- _WORK TASK_:
Reproduce all of the material, keeping each line intact.
- Opening Delimiter -
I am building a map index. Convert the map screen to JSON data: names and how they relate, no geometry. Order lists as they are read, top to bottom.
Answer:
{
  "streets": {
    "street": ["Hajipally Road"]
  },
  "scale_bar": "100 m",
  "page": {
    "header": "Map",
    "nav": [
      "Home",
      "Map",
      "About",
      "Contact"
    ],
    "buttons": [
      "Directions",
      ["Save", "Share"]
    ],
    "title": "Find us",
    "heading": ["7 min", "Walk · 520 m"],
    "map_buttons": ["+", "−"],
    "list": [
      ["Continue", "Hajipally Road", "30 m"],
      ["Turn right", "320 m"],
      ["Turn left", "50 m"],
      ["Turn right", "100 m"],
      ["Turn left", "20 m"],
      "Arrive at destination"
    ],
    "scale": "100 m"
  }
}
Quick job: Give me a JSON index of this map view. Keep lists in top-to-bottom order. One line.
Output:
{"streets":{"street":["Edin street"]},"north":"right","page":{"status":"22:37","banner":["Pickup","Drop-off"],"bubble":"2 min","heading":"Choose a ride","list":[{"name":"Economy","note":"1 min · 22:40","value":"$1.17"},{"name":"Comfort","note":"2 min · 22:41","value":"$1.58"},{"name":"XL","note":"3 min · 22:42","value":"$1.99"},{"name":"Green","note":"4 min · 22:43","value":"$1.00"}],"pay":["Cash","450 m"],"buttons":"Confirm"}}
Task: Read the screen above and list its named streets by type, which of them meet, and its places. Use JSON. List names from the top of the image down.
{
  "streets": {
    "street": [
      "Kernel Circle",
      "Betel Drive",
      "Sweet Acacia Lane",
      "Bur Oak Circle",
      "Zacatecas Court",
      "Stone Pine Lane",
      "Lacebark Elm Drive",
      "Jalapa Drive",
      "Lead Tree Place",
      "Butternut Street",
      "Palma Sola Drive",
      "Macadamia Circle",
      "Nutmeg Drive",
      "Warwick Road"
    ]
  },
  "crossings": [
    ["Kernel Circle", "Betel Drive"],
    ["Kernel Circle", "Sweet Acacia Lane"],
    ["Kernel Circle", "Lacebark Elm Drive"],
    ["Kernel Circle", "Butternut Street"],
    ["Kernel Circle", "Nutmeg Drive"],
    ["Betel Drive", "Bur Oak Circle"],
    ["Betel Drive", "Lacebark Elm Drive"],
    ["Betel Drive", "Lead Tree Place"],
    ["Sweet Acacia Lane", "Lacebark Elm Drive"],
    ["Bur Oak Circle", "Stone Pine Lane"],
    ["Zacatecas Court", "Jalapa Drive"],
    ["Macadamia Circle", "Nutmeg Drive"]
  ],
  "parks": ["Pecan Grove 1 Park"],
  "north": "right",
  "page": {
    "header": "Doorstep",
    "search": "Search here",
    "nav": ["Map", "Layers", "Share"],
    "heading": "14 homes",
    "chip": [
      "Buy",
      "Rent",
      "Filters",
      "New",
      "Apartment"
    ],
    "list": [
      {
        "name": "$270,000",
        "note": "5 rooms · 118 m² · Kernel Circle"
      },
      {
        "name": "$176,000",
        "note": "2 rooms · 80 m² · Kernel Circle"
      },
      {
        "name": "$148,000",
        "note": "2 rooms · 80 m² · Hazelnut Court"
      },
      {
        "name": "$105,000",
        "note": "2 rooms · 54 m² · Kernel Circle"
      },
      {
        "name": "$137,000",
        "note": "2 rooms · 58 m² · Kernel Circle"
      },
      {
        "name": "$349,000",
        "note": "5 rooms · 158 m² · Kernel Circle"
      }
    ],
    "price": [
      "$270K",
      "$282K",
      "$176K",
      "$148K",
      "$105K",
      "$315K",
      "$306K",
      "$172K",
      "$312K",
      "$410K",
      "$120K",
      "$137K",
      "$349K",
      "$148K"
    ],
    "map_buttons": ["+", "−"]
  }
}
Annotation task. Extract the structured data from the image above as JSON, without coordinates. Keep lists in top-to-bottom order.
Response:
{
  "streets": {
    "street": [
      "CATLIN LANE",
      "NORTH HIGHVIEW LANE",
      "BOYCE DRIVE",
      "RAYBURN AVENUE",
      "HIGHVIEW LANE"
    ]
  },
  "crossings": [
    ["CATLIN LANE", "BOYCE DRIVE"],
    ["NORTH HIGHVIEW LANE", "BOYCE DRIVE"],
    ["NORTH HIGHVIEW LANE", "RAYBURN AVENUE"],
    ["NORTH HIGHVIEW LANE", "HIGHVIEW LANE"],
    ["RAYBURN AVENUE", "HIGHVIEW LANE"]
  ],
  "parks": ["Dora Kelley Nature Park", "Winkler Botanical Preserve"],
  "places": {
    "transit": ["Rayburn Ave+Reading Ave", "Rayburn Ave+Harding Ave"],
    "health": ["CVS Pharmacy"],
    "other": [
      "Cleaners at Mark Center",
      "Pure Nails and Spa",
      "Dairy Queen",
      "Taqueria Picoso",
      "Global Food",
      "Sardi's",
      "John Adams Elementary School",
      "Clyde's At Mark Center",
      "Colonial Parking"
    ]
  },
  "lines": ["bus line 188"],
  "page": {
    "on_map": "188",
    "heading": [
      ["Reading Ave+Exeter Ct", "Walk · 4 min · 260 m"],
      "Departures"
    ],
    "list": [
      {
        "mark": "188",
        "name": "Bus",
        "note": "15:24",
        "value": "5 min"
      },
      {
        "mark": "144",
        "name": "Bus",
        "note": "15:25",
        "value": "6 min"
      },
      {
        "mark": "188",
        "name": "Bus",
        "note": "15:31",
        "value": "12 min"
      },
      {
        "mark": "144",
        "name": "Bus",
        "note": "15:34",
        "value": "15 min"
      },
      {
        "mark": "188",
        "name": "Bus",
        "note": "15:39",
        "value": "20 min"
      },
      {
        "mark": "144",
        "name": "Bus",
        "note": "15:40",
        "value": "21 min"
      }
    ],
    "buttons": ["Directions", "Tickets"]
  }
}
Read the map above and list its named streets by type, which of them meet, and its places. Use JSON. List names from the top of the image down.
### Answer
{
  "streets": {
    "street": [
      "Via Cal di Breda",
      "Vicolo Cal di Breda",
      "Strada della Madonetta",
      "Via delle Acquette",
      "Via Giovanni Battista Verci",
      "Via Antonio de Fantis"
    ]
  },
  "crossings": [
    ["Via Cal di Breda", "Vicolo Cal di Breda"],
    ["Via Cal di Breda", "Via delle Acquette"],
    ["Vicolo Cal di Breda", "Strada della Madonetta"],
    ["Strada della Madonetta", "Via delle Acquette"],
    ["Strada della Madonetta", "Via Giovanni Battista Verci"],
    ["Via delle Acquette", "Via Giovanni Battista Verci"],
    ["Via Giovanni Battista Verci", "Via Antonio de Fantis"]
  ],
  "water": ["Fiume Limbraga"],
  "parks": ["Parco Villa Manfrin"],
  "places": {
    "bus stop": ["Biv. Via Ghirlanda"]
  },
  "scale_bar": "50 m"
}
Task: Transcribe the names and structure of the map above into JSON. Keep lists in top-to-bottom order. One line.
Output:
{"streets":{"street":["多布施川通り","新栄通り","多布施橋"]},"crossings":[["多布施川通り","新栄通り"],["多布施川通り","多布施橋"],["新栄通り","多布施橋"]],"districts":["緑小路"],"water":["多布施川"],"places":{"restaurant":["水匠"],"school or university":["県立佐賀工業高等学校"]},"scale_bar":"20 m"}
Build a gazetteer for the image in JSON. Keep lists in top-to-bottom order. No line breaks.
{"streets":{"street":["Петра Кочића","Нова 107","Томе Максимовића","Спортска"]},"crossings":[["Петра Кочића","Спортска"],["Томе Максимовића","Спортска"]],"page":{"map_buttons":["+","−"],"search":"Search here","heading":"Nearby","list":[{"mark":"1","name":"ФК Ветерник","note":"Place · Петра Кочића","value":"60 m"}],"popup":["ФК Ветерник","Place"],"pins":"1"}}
- Closing Delimiter -
- _RESPONSE TO THE EXERCISE_:
I am building a map index. Convert the map screen to JSON data: names and how they relate, no geometry. Order lists as they are read, top to bottom.
Answer:
{
  "streets": {
    "street": ["Hajipally Road"]
  },
  "scale_bar": "100 m",
  "page": {
    "header": "Map",
    "nav": [
      "Home",
      "Map",
      "About",
      "Contact"
    ],
    "buttons": [
      "Directions",
      ["Save", "Share"]
    ],
    "title": "Find us",
    "heading": ["7 min", "Walk · 520 m"],
    "map_buttons": ["+", "−"],
    "list": [
      ["Continue", "Hajipally Road", "30 m"],
      ["Turn right", "320 m"],
      ["Turn left", "50 m"],
      ["Turn right", "100 m"],
      ["Turn left", "20 m"],
      "Arrive at destination"
    ],
    "scale": "100 m"
  }
}
Quick job: Give me a JSON index of this map view. Keep lists in top-to-bottom order. One line.
Output:
{"streets":{"street":["Edin street"]},"north":"right","page":{"status":"22:37","banner":["Pickup","Drop-off"],"bubble":"2 min","heading":"Choose a ride","list":[{"name":"Economy","note":"1 min · 22:40","value":"$1.17"},{"name":"Comfort","note":"2 min · 22:41","value":"$1.58"},{"name":"XL","note":"3 min · 22:42","value":"$1.99"},{"name":"Green","note":"4 min · 22:43","value":"$1.00"}],"pay":["Cash","450 m"],"buttons":"Confirm"}}
Task: Read the screen above and list its named streets by type, which of them meet, and its places. Use JSON. List names from the top of the image down.
{
  "streets": {
    "street": [
      "Kernel Circle",
      "Betel Drive",
      "Sweet Acacia Lane",
      "Bur Oak Circle",
      "Zacatecas Court",
      "Stone Pine Lane",
      "Lacebark Elm Drive",
      "Jalapa Drive",
      "Lead Tree Place",
      "Butternut Street",
      "Palma Sola Drive",
      "Macadamia Circle",
      "Nutmeg Drive",
      "Warwick Road"
    ]
  },
  "crossings": [
    ["Kernel Circle", "Betel Drive"],
    ["Kernel Circle", "Sweet Acacia Lane"],
    ["Kernel Circle", "Lacebark Elm Drive"],
    ["Kernel Circle", "Butternut Street"],
    ["Kernel Circle", "Nutmeg Drive"],
    ["Betel Drive", "Bur Oak Circle"],
    ["Betel Drive", "Lacebark Elm Drive"],
    ["Betel Drive", "Lead Tree Place"],
    ["Sweet Acacia Lane", "Lacebark Elm Drive"],
    ["Bur Oak Circle", "Stone Pine Lane"],
    ["Zacatecas Court", "Jalapa Drive"],
    ["Macadamia Circle", "Nutmeg Drive"]
  ],
  "parks": ["Pecan Grove 1 Park"],
  "north": "right",
  "page": {
    "header": "Doorstep",
    "search": "Search here",
    "nav": ["Map", "Layers", "Share"],
    "heading": "14 homes",
    "chip": [
      "Buy",
      "Rent",
      "Filters",
      "New",
      "Apartment"
    ],
    "list": [
      {
        "name": "$270,000",
        "note": "5 rooms · 118 m² · Kernel Circle"
      },
      {
        "name": "$176,000",
        "note": "2 rooms · 80 m² · Kernel Circle"
      },
      {
        "name": "$148,000",
        "note": "2 rooms · 80 m² · Hazelnut Court"
      },
      {
        "name": "$105,000",
        "note": "2 rooms · 54 m² · Kernel Circle"
      },
      {
        "name": "$137,000",
        "note": "2 rooms · 58 m² · Kernel Circle"
      },
      {
        "name": "$349,000",
        "note": "5 rooms · 158 m² · Kernel Circle"
      }
    ],
    "price": [
      "$270K",
      "$282K",
      "$176K",
      "$148K",
      "$105K",
      "$315K",
      "$306K",
      "$172K",
      "$312K",
      "$410K",
      "$120K",
      "$137K",
      "$349K",
      "$148K"
    ],
    "map_buttons": ["+", "−"]
  }
}
Annotation task. Extract the structured data from the image above as JSON, without coordinates. Keep lists in top-to-bottom order.
Response:
{
  "streets": {
    "street": [
      "CATLIN LANE",
      "NORTH HIGHVIEW LANE",
      "BOYCE DRIVE",
      "RAYBURN AVENUE",
      "HIGHVIEW LANE"
    ]
  },
  "crossings": [
    ["CATLIN LANE", "BOYCE DRIVE"],
    ["NORTH HIGHVIEW LANE", "BOYCE DRIVE"],
    ["NORTH HIGHVIEW LANE", "RAYBURN AVENUE"],
    ["NORTH HIGHVIEW LANE", "HIGHVIEW LANE"],
    ["RAYBURN AVENUE", "HIGHVIEW LANE"]
  ],
  "parks": ["Dora Kelley Nature Park", "Winkler Botanical Preserve"],
  "places": {
    "transit": ["Rayburn Ave+Reading Ave", "Rayburn Ave+Harding Ave"],
    "health": ["CVS Pharmacy"],
    "other": [
      "Cleaners at Mark Center",
      "Pure Nails and Spa",
      "Dairy Queen",
      "Taqueria Picoso",
      "Global Food",
      "Sardi's",
      "John Adams Elementary School",
      "Clyde's At Mark Center",
      "Colonial Parking"
    ]
  },
  "lines": ["bus line 188"],
  "page": {
    "on_map": "188",
    "heading": [
      ["Reading Ave+Exeter Ct", "Walk · 4 min · 260 m"],
      "Departures"
    ],
    "list": [
      {
        "mark": "188",
        "name": "Bus",
        "note": "15:24",
        "value": "5 min"
      },
      {
        "mark": "144",
        "name": "Bus",
        "note": "15:25",
        "value": "6 min"
      },
      {
        "mark": "188",
        "name": "Bus",
        "note": "15:31",
        "value": "12 min"
      },
      {
        "mark": "144",
        "name": "Bus",
        "note": "15:34",
        "value": "15 min"
      },
      {
        "mark": "188",
        "name": "Bus",
        "note": "15:39",
        "value": "20 min"
      },
      {
        "mark": "144",
        "name": "Bus",
        "note": "15:40",
        "value": "21 min"
      }
    ],
    "buttons": ["Directions", "Tickets"]
  }
}
Read the map above and list its named streets by type, which of them meet, and its places. Use JSON. List names from the top of the image down.
### Answer
{
  "streets": {
    "street": [
      "Via Cal di Breda",
      "Vicolo Cal di Breda",
      "Strada della Madonetta",
      "Via delle Acquette",
      "Via Giovanni Battista Verci",
      "Via Antonio de Fantis"
    ]
  },
  "crossings": [
    ["Via Cal di Breda", "Vicolo Cal di Breda"],
    ["Via Cal di Breda", "Via delle Acquette"],
    ["Vicolo Cal di Breda", "Strada della Madonetta"],
    ["Strada della Madonetta", "Via delle Acquette"],
    ["Strada della Madonetta", "Via Giovanni Battista Verci"],
    ["Via delle Acquette", "Via Giovanni Battista Verci"],
    ["Via Giovanni Battista Verci", "Via Antonio de Fantis"]
  ],
  "water": ["Fiume Limbraga"],
  "parks": ["Parco Villa Manfrin"],
  "places": {
    "bus stop": ["Biv. Via Ghirlanda"]
  },
  "scale_bar": "50 m"
}
Task: Transcribe the names and structure of the map above into JSON. Keep lists in top-to-bottom order. One line.
Output:
{"streets":{"street":["多布施川通り","新栄通り","多布施橋"]},"crossings":[["多布施川通り","新栄通り"],["多布施川通り","多布施橋"],["新栄通り","多布施橋"]],"districts":["緑小路"],"water":["多布施川"],"places":{"restaurant":["水匠"],"school or university":["県立佐賀工業高等学校"]},"scale_bar":"20 m"}
Build a gazetteer for the image in JSON. Keep lists in top-to-bottom order. No line breaks.
{"streets":{"street":["Петра Кочића","Нова 107","Томе Максимовића","Спортска"]},"crossings":[["Петра Кочића","Спортска"],["Томе Максимовића","Спортска"]],"page":{"map_buttons":["+","−"],"search":"Search here","heading":"Nearby","list":[{"mark":"1","name":"ФК Ветерник","note":"Place · Петра Кочића","value":"60 m"}],"popup":["ФК Ветерник","Place"],"pins":"1"}}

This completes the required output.